A retrospective chart review of all preterm infants that received coagulation therapy since January 2002 was performed. We evaluated general and ophthalmological data like birth age, birth weight, age and ROP stage at the time of coagulation therapy and compared the entire group with the subgroup that received LSV later on. For the latter, ROP stage at the time of LSV, features of surgery, surgical complications and morphological outcome were evaluated.

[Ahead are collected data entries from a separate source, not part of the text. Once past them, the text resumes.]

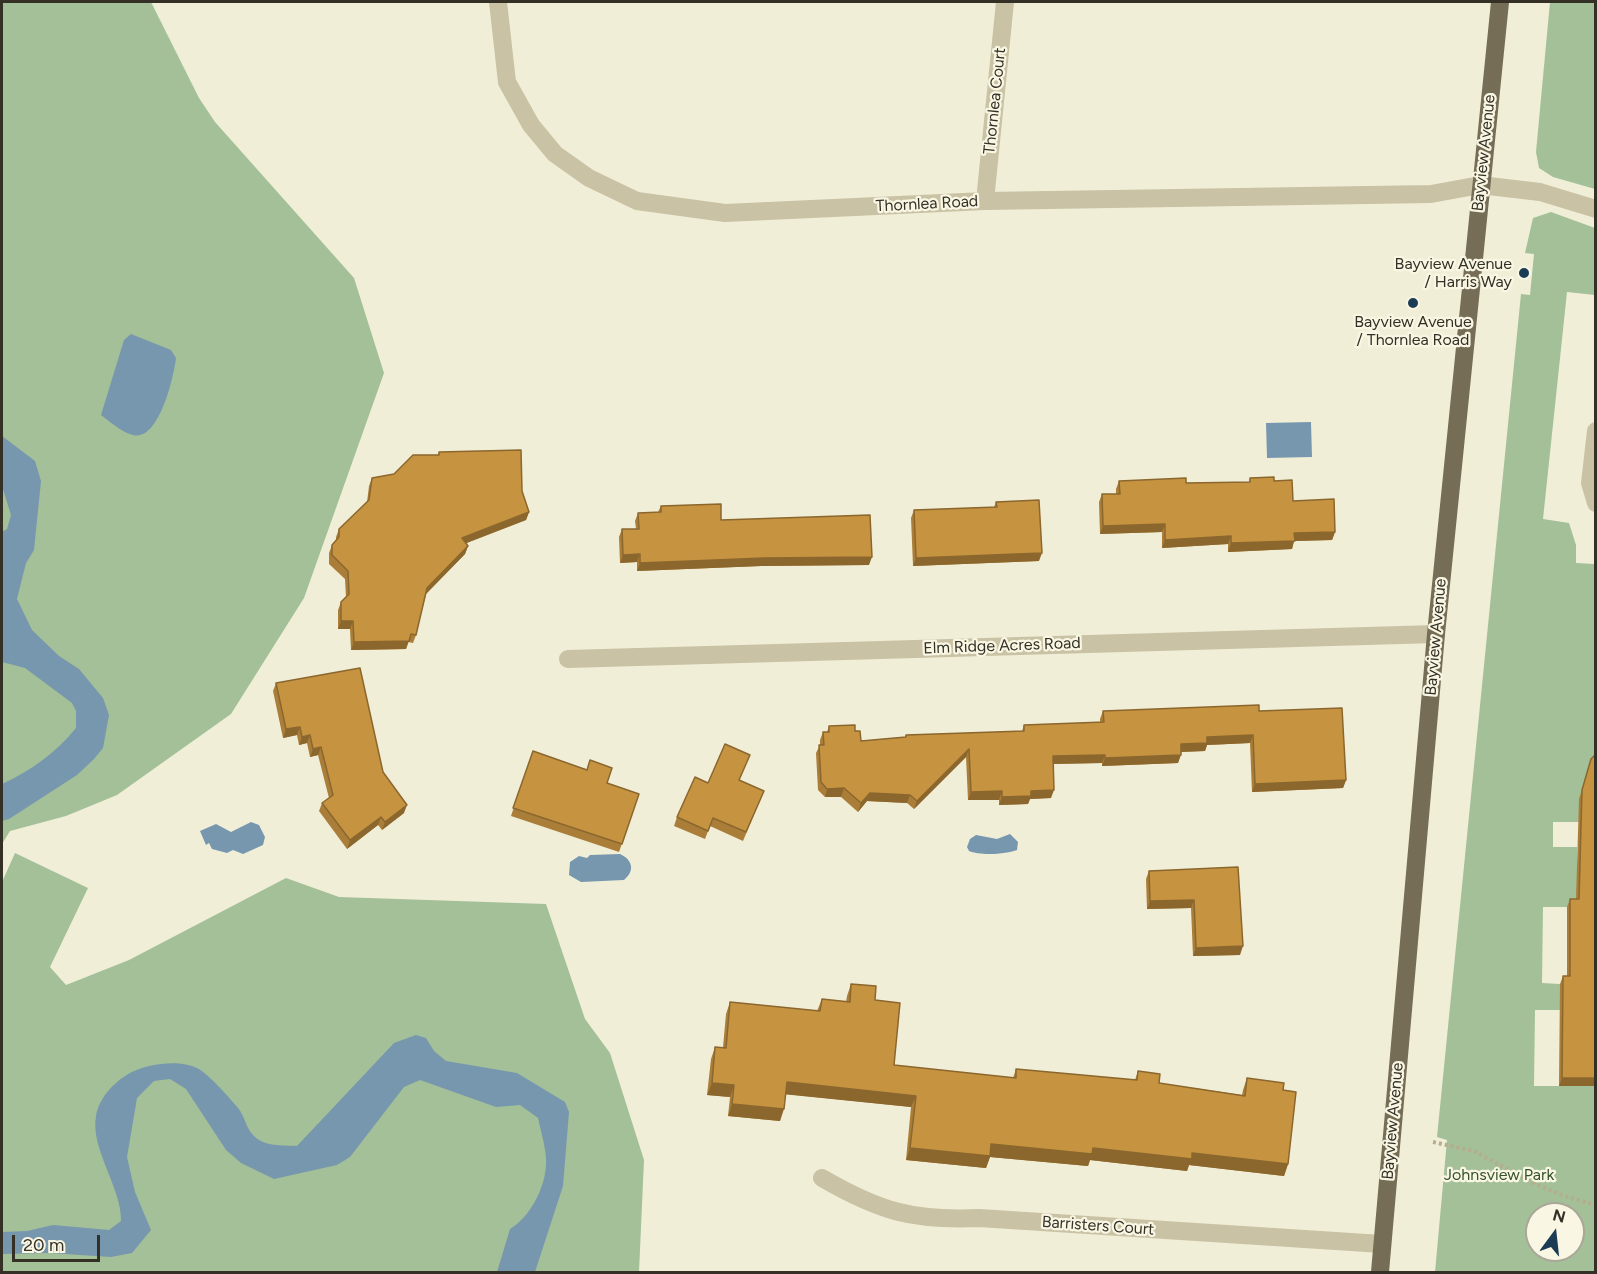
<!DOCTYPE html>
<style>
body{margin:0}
#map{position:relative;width:1597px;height:1274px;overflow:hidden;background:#f1eed8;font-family:Figtree,sans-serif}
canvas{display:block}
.frame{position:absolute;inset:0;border:3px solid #343026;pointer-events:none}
.north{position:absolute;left:1525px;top:1202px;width:60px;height:60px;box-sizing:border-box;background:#f9f7e4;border:2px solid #aaa798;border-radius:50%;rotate:15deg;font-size:16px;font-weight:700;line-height:24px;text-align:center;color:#343026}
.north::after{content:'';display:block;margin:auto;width:21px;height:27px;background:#1c3c55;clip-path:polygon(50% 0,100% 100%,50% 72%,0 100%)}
.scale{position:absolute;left:12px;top:1235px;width:88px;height:27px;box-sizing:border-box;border:3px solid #343026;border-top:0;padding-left:8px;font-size:18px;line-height:21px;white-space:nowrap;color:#343026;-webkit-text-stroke:4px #f9f7e4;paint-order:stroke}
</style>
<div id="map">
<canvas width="1597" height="1274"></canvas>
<div class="frame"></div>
<div class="north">N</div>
<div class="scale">20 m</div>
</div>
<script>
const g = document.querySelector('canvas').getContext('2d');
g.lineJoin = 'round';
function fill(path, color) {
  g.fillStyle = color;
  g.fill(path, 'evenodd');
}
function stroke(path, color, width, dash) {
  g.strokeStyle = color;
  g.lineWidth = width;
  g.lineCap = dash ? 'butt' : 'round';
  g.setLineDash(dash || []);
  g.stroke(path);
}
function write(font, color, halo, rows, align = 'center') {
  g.font = font + ' Figtree,sans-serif';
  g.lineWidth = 4.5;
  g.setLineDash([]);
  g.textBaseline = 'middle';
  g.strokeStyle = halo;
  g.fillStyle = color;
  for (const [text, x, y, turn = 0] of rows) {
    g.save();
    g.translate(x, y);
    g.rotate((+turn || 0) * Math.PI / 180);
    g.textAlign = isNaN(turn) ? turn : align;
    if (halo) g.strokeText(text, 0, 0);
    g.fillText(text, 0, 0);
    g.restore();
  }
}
fill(new Path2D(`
 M2,2h149l48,96 16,24 139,156 30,95 -80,225 -73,116 -114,81 -51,21 -56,15 -8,13z
 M1550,2h45v187l-42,-12 -14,-9 -3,-16z
 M1551,212l44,16v67l-28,-3 -24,227 26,4 7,22v18l19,1 1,194 -17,64h-26v25h24v60h-34l-1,76 18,1v26h-25l-1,76h61v186h-160l12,-132 -10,-3 84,-843 9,1 4,-41 -9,-1 8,-35zM1537,1214h36v36h-36z
 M15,853l73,35 -38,79 16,18 63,-25 157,-82 53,19 207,7 39,115 25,34 34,107 -5,112h-637v-390z`), '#a3c098');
fill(new Path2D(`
 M131,334l40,16 5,8c-2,18 -17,84 -43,77 -10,-2 -24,-14 -32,-20l23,-75z
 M1311,422l1,35 -45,1 -1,-35z
 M2,436l33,25 6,20 -7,69 -8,13 -9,36 15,31 27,26 20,13 24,29 6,17 -6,33 -9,11 -17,16 -68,44 -7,2v-37c28,-13 54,-31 74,-56v-17l-4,-8 -47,-35 -23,-6v-130l5,-3 4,-14 -9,-29z
 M251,822l8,3 6,12 -2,8 -20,9 -10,-4 -6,3 -15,-4 -3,-6 -3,2 -6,-14 16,-7 15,8z
 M1010,834l8,8 -1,8c-9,4 -37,6 -48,1l-2,-4 3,-8 6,-4 21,4z
 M620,854c13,6 15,17 4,26l-43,2 -12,-7 1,-13 9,-6 8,2 3,-3z
 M416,1035l10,3 8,13 12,10 71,12 48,29 4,10 -6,74 -28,86h-38l13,-43c20,-12 35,-41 36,-64 1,-15 -5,-32 -8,-47l-18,-13 -24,2 -76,-27 -16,7 -54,70 -13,8 -63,14 -33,-16 -15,-13 -40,-61 -16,-10 -16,2 -17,17 -10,59 8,35 16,38 -19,23 -21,4 -61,-4 -48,1v-22l25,-1 26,-6 56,5 12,-9c1,-33 -31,-72 -25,-105 3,-19 20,-36 36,-44 17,-9 50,-13 67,-3 11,7 30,28 39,39 7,8 8,21 16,28 11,11 28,9 43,10l97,-103z`), '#7797ae');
stroke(new Path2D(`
 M1433,1142l41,9 59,32 31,13 32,9`), '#b4ad8e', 4, [3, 3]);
stroke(new Path2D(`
 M498,2l9,80 24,43 24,29 34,24 48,23 88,12 260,-12 446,-7 49,-9 60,7 56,17
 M985,201l20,-199
 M1596,431l-6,52 6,20
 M568,659l868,-25
 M822,1178c57,33 90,43 157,40l403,26`), '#c9c2a4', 18);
stroke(new Path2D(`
 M1380,1272l56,-638 64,-632`), '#766d57', 18);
fill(new Path2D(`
 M439,452l83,39 7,21 -3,8 -60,23 2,3 -3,8 -39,40 -10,41 -3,8 -5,-1 -2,7 -55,1 -1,-21h-12v-19l3,-8 5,-5 -1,-18 -16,-15v-11l3,-8 4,-5v-3l3,-8 28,-27 2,-16 3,-8 22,-4 44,-19z
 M1250,478l24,3 19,20 42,31 -3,8 -38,1 -2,8 -64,3v-8l-66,4v-16l-62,2 -1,-32 3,-8h14v-5l3,-8 67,2 63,-1z
 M996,502l43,59 -126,5 -2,-48 3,-8 80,-3z
 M661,506l60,14 148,45 -108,1 -124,5v-9l-17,1 -1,-26 3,-8h14l-1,-8 3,-8 20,-1z
 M276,683l107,89 21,41 -22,17 -4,-5 -31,24 -28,-38 3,-8 7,-5 -11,-43 -8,2 -3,-14 -8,2 -2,-10 -14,3 -10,-47z
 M1103,711h156l87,69 -3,8 -91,4 -2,-49 -43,2 -2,6 -24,1 -3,11 -76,3v-3l-49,1 -2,34 -21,1 -2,5 -29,1v-5h-31l-2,-43 -52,52 -7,-6 -40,-2 -9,11 -17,-15h-16l-7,-7 -2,-37 4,-8v-5l3,-8h4l2,-6 26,5 6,10 44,-4 1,-2 116,-4 2,-6 76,-3v-3z
 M533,751l53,19 21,13 32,11 -20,58 -108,-36z
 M750,755l-11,25 25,11 -21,50 -33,-15 -5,13 -31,-13 3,-9 31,-34z
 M1591,759l5,327h-37l1,-102 3,-8h4v-69l3,-8h6l3,-100z
 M1238,867l2,88 -47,1 -2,-48 -44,1 -1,-30 3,-8z
 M851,984l24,16 19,65 119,13 3,-9 119,11 3,-9 21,12 83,12 1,-5 4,-12 36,12 5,74 -4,12 -95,-11 -2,6 -97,-11 -2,6 -98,-9 -4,11 -80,-8 5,-53 -125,-13 -6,27 -52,-5 2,-19 -23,-2 4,-36 4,-12h8l3,-33 4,-12 87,9 5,-12 24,3 1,-6z`), '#aa7e38');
fill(new Path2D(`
 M529,512l-3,8 -67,26 3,-8z
 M1165,524l-3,8 -62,2 3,-8z
 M1335,532l-3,8 -38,1 -2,8 -64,3 3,-9 63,-10z
 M1231,536l-3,8 -66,4 3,-8z
 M468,546l-3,8 -41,42 3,-8z
 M1042,553l-3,8 -126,5 3,-8z
 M640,554l-3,8 -17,1 3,-8z
 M872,557l-3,8 -108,1 -124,5 3,-8 124,-5z
 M341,621h12l-3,8h-12z
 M409,641l-3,8 -55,1 3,-8z
 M300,727l-3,8 -14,3 3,-9z
 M310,735l-3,8 -8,2 3,-8z
 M1253,735l-3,8 -43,2 -2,6 -27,1 3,-8 26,-7z
 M321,747l-3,8 -8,2 3,-8z
 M969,749l-3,8 -52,52 3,-8z
 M1105,755l-3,8 -52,1 3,-8z
 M1181,755l-3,8 -76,3 3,-8z
 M1346,780l-3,8 -91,4 3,-8z
 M844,788l-3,9h-16l2,-8z
 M1054,790l-3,8 -21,1 -2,5 -29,1 3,-8 29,-6z
 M1002,791l-3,9h-31l3,-8z
 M870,793l40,2 -3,8 -40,-2 -9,11 3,-9z
 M407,805l-3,8 -22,17 3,-8z
 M381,817l-3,8 -31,24 3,-9z
 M1194,900l-3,8 -44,1 3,-8z
 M1243,946l-3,9 -47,1 3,-8z
 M1562,1078h34v8h-37z
 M787,1082l129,14 -5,11 -129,-13z
 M712,1083l22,2 -4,12 -23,-2z
 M732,1104l52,5 -4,12 -52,-5z
 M991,1144l201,9 96,11 -4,12 -95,-11 -2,6 -97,-11 -2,6 -98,-9 -4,11 -80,-8 4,-12z`), '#8b672e');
const building = new Path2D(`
 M521,450l1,41 7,21 -67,26 6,8 -41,42 -11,47 -5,-1 -2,7 -55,1 -1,-21h-12v-19l8,-8 -1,-23 -16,-16v-10l7,-8v-8l30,-29 3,-22 22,-4 19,-19h26v-3z
 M1274,477v4l18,-1 1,21 41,-2 1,33 -41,1 1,8 -64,2v-7l-66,4v-16l-62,2 -1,-32h18l-1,-13 67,-3v5l64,-1v-4z
 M1039,500l3,53 -126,5 -2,-48 83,-3 -1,-5z
 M721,504v16l149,-5 2,42 -108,1 -124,5v-9l-17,1 -1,-26h17l-1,-16 23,-1v-6z
 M360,668l23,104 24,33 -22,17 -4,-5 -31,23 -28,-37 11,-8 -12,-48 -8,2 -3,-14 -8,2 -2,-10 -14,2 -10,-46z
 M1259,705v6l83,-3 4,72 -91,4 -2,-49 -46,2v6l-26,1v11l-76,3v-3l-52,1 1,34 -23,1v5l-29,1v-6l-31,1 -2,-43 -52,52 -7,-6 -40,-2 -9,10 -17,-15 -17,1 -6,-7 -2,-37h5l-1,-13h6v-6l26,-1v6h5l1,10 45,-4v-2l118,-4v-6l80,-3 -1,-11z
 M725,744l25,11 -11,25 25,11 -18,41 -33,-14 -5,13 -31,-14 18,-40 13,6z
 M533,751l54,19 3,-10 22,8 -5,15 32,11 -17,50 -109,-36z
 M1596,754v324h-34l1,-102h7v-77h9l3,-109 9,-31z
 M1238,867l5,79 -47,2 -2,-48 -44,1 -1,-30z
 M851,984l25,2 -1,14 25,3 -6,62 122,13v-9l121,11 1,-9 22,3 -1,9 86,13 2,-18 37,5 -1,7 13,2 -8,72 -96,-11v6l-99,-11 -1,6 -101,-10 -1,12 -80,-8 6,-52 -129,-14 -3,27 -52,-5 2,-19 -22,-2 3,-36 11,1 4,-46 90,9 2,-12 28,3z`);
fill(building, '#c69341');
stroke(building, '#8b672e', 1.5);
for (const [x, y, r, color] of [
 [1524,273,6,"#1c3c55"],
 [1413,303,6,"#1c3c55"]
]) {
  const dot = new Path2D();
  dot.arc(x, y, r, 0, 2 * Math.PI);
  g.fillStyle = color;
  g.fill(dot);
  stroke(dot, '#f9f7e4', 2);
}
write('16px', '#343026', '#f9f7e4', [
 ["Thornlea Court",995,101,-84],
 ["Bayview Avenue",1484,153,-84],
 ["Thornlea Road",927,204,-3],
 ["Bayview Avenue",1436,637,-85],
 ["Elm Ridge Acres Road",1002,646,-2],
 ["Bayview Avenue",1393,1121,-85],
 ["Barristers Court",1098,1226,4]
]);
write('16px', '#343026', '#f9f7e4', [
 ["Bayview Avenue",1512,264],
 ["/ Harris Way",1512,282],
 ["Bayview Avenue",1413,322,"center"],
 ["/ Thornlea Road",1413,340,"center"]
], 'right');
write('16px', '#34522a', '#f9f7e4', [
 ["Johnsview Park",1499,1175]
]);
</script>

63 eyes of 32 children received laser coagulation therapy. 10 eyes of 8 children treated by LSV were included in the study group. The overall average gestational birth age was 25 weeks with a mean birth weight of 703 grams compared to 26 weeks and 873 grams in the study group. The mean age at primary laser treatment was 34 weeks with a mean no. of laser spots of 1859 in the study group compared to 36 weeks and 1639 laser spots for the whole group. 8 eyes received laser treatment for zone 1 ROP (1 of the study group), 2 eyes for zone 3 ROP (none of the study group) and the rest for zone 2 ROP (9 of the study group). The mean age at LSV was 40 weeks. 8 out of 10 eyes received LSV at ROP stage IV a, and one eye each at stage IV b and stage V. 5 eyes had no intraoperative complications. In 2 cases a lens touch occurred and in 5 eyes a iatrogenic retinal tear occurred. The mean follow up period was 24 weeks. Out of 5 eyes with iatrogenic retinal breaks, 1 remained stage IV b, the rest ended up with a complete retinal detachment. Out of 5 eyes without surgical complications, 2 had a fully and 1 a partly attached retina. 2 developped a complete retinal detachment.
Children that showed progressive ROP after laser treatment were not younger at birth nor did they have a lower birth weight than those where ROP regressed. However, those that finally needed LSV required laser treatment at a younger age and were treated with more laser spots. Surgical outcomes of LSV seem to improve with vitrectomy at an early stage (IV a). Removal of the anterior tractions might be a modality of a good outcome, helping to avoid iatrogenic retinal tears and still treating the tractional retinal detachment in ROP effectively.